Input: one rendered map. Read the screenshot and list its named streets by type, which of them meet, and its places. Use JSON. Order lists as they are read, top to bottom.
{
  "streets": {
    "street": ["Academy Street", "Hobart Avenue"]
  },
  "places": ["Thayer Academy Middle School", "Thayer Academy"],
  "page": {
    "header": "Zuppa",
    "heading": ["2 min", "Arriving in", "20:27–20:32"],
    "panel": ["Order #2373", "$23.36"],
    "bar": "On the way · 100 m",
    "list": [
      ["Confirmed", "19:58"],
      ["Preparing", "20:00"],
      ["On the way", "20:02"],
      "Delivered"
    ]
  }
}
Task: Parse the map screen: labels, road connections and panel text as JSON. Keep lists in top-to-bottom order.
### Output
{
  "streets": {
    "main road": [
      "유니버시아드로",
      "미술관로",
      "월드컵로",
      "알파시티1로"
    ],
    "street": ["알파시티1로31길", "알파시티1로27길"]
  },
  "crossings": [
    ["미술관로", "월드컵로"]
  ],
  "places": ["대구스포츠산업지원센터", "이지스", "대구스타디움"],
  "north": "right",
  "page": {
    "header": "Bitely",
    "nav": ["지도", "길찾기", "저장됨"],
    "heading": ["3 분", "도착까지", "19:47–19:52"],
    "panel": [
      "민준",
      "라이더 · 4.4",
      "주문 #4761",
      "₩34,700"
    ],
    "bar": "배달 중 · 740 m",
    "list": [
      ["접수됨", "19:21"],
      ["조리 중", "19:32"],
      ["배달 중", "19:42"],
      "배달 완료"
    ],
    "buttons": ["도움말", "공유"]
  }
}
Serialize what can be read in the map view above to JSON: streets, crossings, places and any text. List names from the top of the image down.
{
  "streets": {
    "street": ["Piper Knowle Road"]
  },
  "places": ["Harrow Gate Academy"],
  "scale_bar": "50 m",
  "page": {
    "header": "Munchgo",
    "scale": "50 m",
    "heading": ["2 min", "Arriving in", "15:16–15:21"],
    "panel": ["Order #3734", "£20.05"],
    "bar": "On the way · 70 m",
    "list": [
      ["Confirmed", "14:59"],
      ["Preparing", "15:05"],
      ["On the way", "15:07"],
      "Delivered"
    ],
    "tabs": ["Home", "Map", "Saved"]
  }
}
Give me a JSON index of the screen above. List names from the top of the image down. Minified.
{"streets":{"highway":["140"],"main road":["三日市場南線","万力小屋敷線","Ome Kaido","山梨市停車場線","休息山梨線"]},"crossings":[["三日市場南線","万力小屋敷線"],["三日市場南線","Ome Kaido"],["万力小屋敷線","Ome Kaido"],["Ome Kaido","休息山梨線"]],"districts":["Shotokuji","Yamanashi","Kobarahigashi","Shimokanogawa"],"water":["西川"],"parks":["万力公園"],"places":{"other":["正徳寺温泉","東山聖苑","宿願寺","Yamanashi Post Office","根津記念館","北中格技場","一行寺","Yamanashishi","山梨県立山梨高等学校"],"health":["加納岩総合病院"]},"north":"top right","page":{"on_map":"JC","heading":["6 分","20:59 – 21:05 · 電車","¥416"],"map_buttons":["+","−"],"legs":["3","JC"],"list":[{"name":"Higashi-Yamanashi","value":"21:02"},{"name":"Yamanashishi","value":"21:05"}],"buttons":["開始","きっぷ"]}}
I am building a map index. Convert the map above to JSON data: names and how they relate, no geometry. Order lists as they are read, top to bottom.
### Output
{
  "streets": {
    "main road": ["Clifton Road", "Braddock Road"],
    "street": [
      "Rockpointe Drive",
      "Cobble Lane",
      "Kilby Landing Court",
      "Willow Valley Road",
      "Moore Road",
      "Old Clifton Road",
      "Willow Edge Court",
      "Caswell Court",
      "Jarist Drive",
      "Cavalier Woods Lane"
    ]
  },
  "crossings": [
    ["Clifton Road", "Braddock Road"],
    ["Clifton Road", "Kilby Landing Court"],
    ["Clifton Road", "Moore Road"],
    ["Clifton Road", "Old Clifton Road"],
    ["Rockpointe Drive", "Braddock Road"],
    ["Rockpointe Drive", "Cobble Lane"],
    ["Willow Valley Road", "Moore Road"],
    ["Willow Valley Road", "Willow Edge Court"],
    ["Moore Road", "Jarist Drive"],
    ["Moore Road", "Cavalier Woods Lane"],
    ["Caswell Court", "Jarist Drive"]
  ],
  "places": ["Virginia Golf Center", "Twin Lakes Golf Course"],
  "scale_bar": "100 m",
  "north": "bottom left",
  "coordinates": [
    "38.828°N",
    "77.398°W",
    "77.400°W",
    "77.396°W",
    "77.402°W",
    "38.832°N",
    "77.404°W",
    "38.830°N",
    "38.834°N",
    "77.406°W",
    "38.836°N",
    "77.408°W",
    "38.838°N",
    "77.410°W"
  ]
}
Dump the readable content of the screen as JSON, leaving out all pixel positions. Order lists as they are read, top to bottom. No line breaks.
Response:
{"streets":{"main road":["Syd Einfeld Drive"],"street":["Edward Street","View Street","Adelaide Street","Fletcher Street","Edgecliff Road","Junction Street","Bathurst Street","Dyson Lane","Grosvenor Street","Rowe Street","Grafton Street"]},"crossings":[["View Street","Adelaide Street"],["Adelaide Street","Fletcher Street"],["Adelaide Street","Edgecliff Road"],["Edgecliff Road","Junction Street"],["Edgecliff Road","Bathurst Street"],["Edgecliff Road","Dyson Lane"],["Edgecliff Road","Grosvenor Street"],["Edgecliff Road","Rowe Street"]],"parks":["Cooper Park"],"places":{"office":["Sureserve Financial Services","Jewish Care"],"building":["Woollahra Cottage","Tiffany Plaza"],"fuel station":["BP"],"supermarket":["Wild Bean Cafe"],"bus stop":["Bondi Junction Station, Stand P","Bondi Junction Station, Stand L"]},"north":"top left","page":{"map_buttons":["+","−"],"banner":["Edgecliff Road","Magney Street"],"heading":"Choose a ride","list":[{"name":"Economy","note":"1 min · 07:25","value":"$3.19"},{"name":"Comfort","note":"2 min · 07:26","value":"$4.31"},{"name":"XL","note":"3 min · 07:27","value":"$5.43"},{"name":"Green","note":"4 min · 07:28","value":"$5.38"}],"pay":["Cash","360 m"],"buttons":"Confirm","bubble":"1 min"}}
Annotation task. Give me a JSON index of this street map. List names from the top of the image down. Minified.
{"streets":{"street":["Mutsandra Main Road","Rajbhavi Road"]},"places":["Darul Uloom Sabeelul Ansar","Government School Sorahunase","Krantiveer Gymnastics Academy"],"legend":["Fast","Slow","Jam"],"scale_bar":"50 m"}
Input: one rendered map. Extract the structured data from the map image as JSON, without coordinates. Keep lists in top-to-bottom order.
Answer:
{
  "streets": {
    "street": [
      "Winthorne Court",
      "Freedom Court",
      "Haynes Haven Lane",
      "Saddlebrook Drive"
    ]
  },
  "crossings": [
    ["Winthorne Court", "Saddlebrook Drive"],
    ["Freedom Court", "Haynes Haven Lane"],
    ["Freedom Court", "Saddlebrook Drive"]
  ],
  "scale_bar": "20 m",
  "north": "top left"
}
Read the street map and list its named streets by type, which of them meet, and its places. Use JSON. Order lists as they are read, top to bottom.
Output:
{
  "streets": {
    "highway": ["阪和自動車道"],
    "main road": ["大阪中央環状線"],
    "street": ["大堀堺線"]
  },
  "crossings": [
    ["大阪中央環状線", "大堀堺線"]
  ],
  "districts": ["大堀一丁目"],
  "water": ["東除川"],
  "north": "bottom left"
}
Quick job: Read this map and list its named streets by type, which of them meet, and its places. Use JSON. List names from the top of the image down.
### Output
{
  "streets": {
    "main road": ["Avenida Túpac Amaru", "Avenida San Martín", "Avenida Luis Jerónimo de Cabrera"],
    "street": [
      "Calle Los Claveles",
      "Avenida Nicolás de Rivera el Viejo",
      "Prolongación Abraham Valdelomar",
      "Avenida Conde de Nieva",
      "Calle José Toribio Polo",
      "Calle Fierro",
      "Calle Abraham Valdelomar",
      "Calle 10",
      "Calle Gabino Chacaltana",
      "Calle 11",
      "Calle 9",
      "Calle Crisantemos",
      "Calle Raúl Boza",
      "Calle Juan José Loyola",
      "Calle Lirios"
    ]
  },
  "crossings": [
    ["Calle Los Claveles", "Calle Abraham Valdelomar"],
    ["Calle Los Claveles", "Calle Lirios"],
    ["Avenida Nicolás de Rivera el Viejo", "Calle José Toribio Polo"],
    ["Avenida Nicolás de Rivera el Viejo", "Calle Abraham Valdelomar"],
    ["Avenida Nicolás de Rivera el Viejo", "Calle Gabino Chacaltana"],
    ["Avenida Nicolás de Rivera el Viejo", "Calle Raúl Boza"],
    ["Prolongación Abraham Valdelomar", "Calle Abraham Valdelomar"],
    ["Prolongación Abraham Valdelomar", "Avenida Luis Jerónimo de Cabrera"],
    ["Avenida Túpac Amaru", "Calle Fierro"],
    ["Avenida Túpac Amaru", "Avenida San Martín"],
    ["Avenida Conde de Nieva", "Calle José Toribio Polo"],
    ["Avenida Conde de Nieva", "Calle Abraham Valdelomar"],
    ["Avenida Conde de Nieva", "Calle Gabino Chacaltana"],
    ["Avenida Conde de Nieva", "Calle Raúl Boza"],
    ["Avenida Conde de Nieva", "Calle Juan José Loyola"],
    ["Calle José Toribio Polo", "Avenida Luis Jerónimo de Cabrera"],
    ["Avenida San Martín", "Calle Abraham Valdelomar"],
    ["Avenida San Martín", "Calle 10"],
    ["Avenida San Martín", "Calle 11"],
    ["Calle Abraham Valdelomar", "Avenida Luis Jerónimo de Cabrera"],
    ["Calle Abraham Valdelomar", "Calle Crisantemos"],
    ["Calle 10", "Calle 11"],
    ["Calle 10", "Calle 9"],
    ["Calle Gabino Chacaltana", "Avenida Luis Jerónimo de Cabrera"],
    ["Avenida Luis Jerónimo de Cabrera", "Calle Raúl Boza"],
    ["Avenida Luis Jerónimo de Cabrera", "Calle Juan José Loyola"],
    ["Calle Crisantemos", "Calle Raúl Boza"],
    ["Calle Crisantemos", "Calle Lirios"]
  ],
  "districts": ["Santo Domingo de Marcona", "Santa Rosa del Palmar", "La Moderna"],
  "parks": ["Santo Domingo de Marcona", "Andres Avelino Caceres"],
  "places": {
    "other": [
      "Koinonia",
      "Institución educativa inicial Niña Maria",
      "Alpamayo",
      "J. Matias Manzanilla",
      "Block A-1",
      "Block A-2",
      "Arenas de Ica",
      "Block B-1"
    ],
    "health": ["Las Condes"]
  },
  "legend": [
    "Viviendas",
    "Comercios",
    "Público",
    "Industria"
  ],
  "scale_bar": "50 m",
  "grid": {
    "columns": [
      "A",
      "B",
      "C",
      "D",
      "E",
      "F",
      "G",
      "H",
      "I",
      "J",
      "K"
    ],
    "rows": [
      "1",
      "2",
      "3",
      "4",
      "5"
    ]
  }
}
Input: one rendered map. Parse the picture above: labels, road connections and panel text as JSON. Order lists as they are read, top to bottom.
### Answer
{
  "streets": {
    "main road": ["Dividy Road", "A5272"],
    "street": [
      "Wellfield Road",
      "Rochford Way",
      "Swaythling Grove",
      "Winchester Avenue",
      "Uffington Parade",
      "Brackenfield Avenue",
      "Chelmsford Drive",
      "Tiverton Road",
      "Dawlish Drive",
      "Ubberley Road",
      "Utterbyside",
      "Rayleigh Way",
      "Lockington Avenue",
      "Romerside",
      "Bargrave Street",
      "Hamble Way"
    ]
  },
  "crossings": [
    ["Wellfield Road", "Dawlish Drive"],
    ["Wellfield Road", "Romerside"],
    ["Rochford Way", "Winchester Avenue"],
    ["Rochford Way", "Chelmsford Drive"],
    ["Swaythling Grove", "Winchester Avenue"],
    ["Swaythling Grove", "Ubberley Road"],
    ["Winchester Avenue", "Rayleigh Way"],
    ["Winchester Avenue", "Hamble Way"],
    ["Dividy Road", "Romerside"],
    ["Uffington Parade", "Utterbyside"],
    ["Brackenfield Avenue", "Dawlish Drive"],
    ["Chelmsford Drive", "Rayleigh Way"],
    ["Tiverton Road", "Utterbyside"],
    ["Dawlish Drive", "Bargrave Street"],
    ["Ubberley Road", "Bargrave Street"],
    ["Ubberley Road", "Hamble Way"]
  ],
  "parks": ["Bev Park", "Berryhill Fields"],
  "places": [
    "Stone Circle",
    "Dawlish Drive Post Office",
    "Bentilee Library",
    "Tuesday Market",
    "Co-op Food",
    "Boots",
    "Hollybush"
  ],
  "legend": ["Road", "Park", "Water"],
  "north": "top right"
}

* * *

REQUIRED ACTION: Among the lines above, find each one containing the string "Boza" and copy it.

RESULT:
      "Calle Raúl Boza",
    ["Avenida Nicolás de Rivera el Viejo", "Calle Raúl Boza"],
    ["Avenida Conde de Nieva", "Calle Raúl Boza"],
    ["Avenida Luis Jerónimo de Cabrera", "Calle Raúl Boza"],
    ["Calle Crisantemos", "Calle Raúl Boza"],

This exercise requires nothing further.